Joseph se trouve indirectement mais clairement impliqué dans la deuxième lecture de ce jour lorsque Paul développe la notion de Mystère comme un plan resté caché à l’homme qui ne peut y accéder que si Dieu le lui révèle ou le réalise. Or, le mystère, le plan caché, c’est le salut de l’homme.
De plus, le salut en question, Dieu veut en faire une œuvre conjointe entre lui-même, Dieu, et l’homme, dans le déroulement d’une histoire humaine. Et c’est pour la réalisation de cette œuvre, de ce mystère, que Dieu décide de choisir des hommes pour collaborer avec lui.

Pour commencer par la fin, disons que le Mystère en question est déjà réalisé dans la vie, l’œuvre, les Paroles, la Mort et la Résurrection du Christ, en sorte que la carrière terrestre de Jésus revient à la réalisation de tout ce qui était contenu dans les Saintes Ecritures comme dispositions préalables. Celles-ci autorisent à aller lire en amont l’histoire de Jésus, et c’est dans cette lecture que nous interceptons, entre autres, la figure de Joseph comme un membre éminent de l’ascendance du Messie où, en queue de liste, il joue le rôle incontournable de père de Jésus.
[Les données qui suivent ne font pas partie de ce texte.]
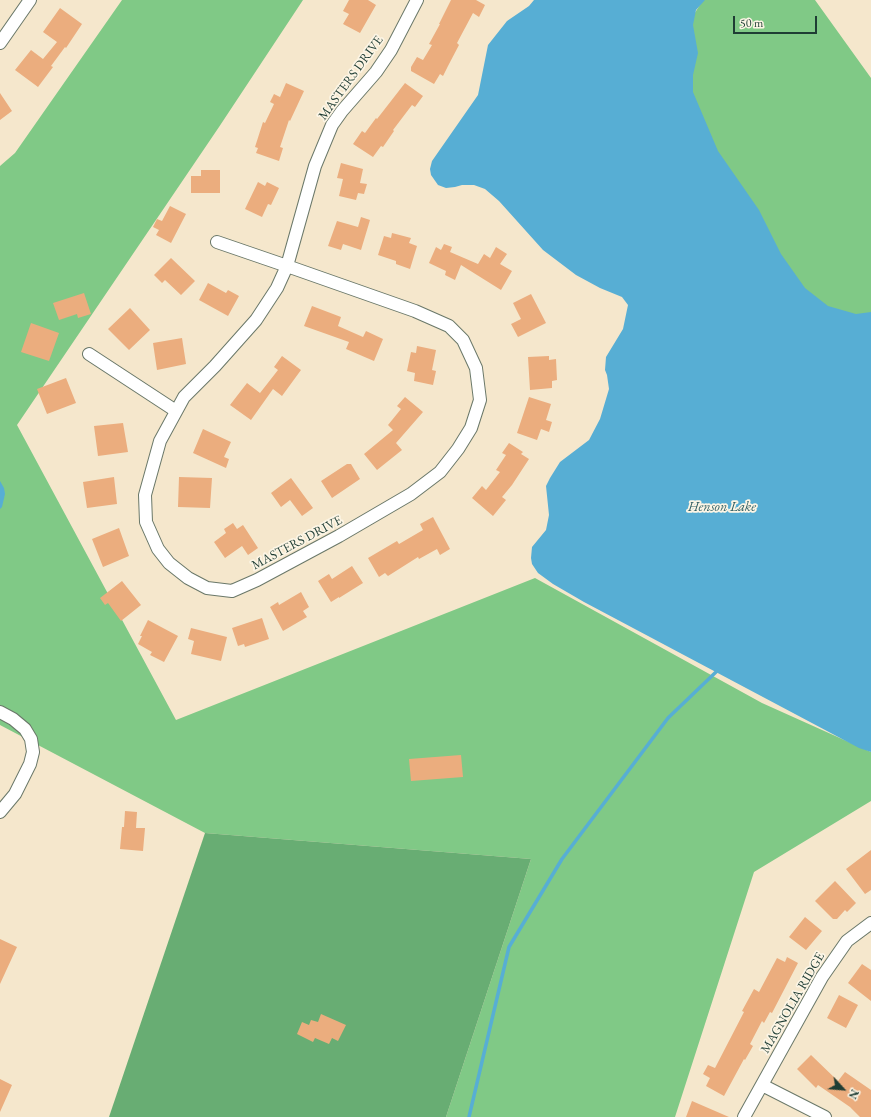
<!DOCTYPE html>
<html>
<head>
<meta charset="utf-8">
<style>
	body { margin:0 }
	#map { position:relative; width:871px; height:1117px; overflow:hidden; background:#f5e7cc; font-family:"EB Garamond",serif }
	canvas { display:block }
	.north { position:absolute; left:823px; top:1069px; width:40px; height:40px; -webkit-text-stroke:3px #fcf5e5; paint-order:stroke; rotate:116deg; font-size:11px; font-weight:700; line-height:16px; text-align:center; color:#1f3d34 }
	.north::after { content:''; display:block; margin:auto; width:14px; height:18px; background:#1f3d34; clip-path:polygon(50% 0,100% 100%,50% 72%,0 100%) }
	.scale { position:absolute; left:733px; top:16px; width:84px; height:18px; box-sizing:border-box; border:2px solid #1f3d34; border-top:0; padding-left:5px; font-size:12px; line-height:14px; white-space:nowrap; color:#1f3d34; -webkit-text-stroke:3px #fcf5e5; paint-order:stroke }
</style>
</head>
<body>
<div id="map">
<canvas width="871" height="1117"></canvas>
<div class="north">N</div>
<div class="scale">50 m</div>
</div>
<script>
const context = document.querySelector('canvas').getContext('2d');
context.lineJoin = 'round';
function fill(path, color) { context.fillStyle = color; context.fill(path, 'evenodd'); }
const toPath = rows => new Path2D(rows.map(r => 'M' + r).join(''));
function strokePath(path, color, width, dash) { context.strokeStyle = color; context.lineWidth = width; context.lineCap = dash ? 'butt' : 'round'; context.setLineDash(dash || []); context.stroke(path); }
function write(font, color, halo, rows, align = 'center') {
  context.font = font + ' "EB Garamond",serif'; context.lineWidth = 3.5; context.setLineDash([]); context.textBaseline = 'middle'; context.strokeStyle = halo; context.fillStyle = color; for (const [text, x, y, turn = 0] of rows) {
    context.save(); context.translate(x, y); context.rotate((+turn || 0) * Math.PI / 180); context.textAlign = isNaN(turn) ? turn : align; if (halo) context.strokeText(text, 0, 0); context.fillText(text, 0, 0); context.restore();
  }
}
const green = toPath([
	[122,0,303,0,219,127,17,425,176,720,535,578,762,703,871,752,871,801,754,872,675,1117,446,1117,531,859,205,833,0,725,0,166,15,153],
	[703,0,815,0,871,78,871,318,807,323,689,160,677,41]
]);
const forest = toPath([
	[205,833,531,859,446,1117,109,1117]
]);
const water = toPath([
	[534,0,705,0,696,10,693,25,698,53,693,75,693,92,718,151,759,210,781,254,805,288,828,306,856,314,871,312,871,752,859,748,584,602,553,584,538,573,532,564,531,558,532,547,546,530,549,515,546,486,550,478,560,462,589,440,600,419,609,389,607,375,605,370,606,357,623,329,628,305,622,297,600,288,576,275,543,250,499,201,485,189,474,185,462,185,455,187,446,188,438,185,431,175,430,169,432,161,478,95,488,45,507,21,529,6],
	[0,481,4,488,5,494,2,507,0,509]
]);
const stream = toPath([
	[469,1117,509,947,562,859,668,718,716,672]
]);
const building = toPath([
	[349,0,368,0,376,5,360,33,343,24,349,14,343,11],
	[451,0,476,0,485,5,479,17,473,13,457,43,459,45,448,66,443,76,440,74,434,84,411,71,411,67,417,57,423,60,432,45,429,44,440,24,439,24],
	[60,8,82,24,66,48,65,47,51,66,53,67,38,87,15,70,31,50,43,59,57,42,43,32],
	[286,83,304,91,290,121,289,120,280,147,283,148,279,161,256,153,258,148,255,147,263,122,265,123,274,104,270,102,274,94,280,97],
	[405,83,423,96,415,107,412,105,393,130,394,131,383,147,381,146,373,157,353,144,362,131,365,133,376,118,377,119],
	[0,93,12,111,0,120],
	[341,163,363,169,360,183,367,184,364,194,358,193,356,200,339,196,343,179,337,178],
	[201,170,220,170,220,193,191,193,191,176,201,176],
	[258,182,265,186,267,182,279,188,271,205,268,204,262,217,245,209],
	[170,206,186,214,171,243,156,235,159,230,153,227,157,219,162,221],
	[361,217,370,220,361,250,343,244,341,250,328,246,337,221,358,227],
	[392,233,411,238,409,243,417,246,410,269,396,264,396,261,378,255,384,236,391,238],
	[444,244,452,247,450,252,478,264,484,254,490,258,496,247,507,254,500,264,512,271,501,290,461,265,455,280,445,275,446,271,429,263,436,247,441,250],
	[171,258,195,281,181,295,165,280,162,283,154,275],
	[208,283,226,293,228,290,239,296,228,316,199,300],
	[84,293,91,314,78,318,77,314,59,320,53,303],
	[531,294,546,323,518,337,511,324,521,319,513,303],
	[312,306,341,317,338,326,363,337,366,331,383,339,374,361,346,349,349,342,304,326],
	[130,308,150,330,129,350,108,329],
	[31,323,59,333,49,361,21,352],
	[182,338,186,364,157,370,153,343],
	[417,346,436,350,432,370,436,371,433,385,414,381,415,373,407,371,411,352,416,353],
	[282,356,301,370,282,396,273,389,251,420,230,405,247,383,260,393,278,370,274,367],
	[549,356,549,360,556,359,557,380,552,381,552,388,530,390,528,357],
	[66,378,76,403,47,414,37,389],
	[405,397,423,412,396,443,402,450,377,470,364,454,393,430,388,425,401,409,397,406],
	[529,397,551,404,546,420,552,422,549,432,541,429,537,440,517,433],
	[123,423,128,452,98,456,94,426],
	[203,429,231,442,224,457,229,459,226,468,193,453],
	[509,443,523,452,521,454,529,459,512,485,502,497,506,500,493,516,472,498,482,486,486,490,500,472,496,470,506,455,502,453],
	[347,464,351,464,360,479,332,498,321,481],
	[114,477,117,504,87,508,83,482],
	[179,477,212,478,210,508,178,507],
	[291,478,313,508,302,516,290,500,281,507,271,493],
	[433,517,450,549,440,555,437,549,419,559,418,557,388,576,385,573,379,577,368,558,397,541,399,544,423,530,420,524],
	[233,523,237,529,243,525,258,548,248,555,242,546,225,558,214,542,226,533,224,529],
	[119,528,129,556,103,567,92,539],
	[352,566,363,583,339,598,339,597,331,602,318,581,329,574,332,579],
	[122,581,141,605,121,621,108,603,105,605,100,598],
	[301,592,309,607,303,611,307,617,283,631,270,607,278,602,279,605],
	[262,618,269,639,245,647,244,644,238,646,232,628],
	[148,620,178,636,164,662,150,655,152,652,138,644,142,636,140,636],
	[191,628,227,637,221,661,191,654,194,641,188,639],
	[461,755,463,777,411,781,409,759],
	[125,811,137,812,136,828,145,828,143,851,120,849,122,827,124,827],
	[871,850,871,890,865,894,846,869],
	[835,881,856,903,847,912,845,910,837,919,833,919,815,901],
	[805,917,822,931,806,950,789,937],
	[0,939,17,947,0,984],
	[787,957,798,963,772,1013,770,1012,764,1023,762,1021,750,1044,753,1046,745,1060,744,1059,724,1096,706,1086,710,1078,703,1074,708,1065,715,1068,744,1012,742,1011,754,989,759,992,777,958,785,962],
	[862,964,871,970,871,1001,848,983],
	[839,995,858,1005,846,1028,827,1018],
	[321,1014,346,1025,338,1041,332,1038,329,1044,315,1038,313,1042,297,1034,302,1022,309,1025,311,1020,318,1022],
	[811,1055,838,1081,845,1072,871,1090,871,1117,860,1117,850,1107,818,1085,816,1088,797,1069],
	[0,1079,12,1085,0,1112],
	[692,1101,729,1117,686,1117]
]);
const minor = toPath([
	[0,43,30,0],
	[217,242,287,266,415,311,449,326,463,340,476,368,480,400,471,428,458,449,440,472,411,494,339,536,257,580,232,591,207,588,188,578,169,563,158,549,146,522,145,495,160,441,184,397,215,366,256,320,277,288,287,266,315,166,332,125,342,111,376,72,391,50,417,0],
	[89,354,176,411],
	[0,712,13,719,25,729,31,739,33,752,30,764,15,794,0,812],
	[762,1085,825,1117],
	[744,1117,822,977,847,941,871,923]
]);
const streetNames = [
	["MASTERS DRIVE",351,78,-54],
	["MASTERS DRIVE",297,543,-28],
	["MAGNOLIA RIDGE",793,1003,-60]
];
const waterNames = [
	["Henson Lake",722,507]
];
fill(green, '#80c986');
fill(forest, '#68ad73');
fill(water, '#57aed4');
strokePath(stream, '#57aed4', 3.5);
fill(building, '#ebad7e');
strokePath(minor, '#6a7869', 14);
strokePath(minor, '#fff', 12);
write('13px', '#1f3d34', '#fcf5e5', streetNames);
write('italic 14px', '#305f64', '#fcf5e5', waterNames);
</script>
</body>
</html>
L’Evangile d’aujourd’hui appelle Jésus successivement “Fils du Très-Haut” et “Fils de David”. Comment justifier ce dernier titre ? Eh bien, il se justifie simplement par le fait que Joseph, le père de Jésus, est descendant de David selon les généalogies dressées par les Evangélistes Matthieu et
Luc. Mais en réalité, Joseph ne se contente pas de relier en amont Jésus à David, mais il adopte fièrement la position de père de Jésus, et Jésus à son tour, celle de fils de Joseph (cf. Mt 1, 16 ; 13, 55). On le sait en outre, l’enfant ne choisit pas son père, au père l’enfant est donné. C’est dire que ce qui se passe là entre Jésus, Joseph et David relève d’une décision souveraine du Père céleste, et la décision en question, vise à réaliser le mystère dont nous avons parlé et qui constitue Joseph père de Jésus.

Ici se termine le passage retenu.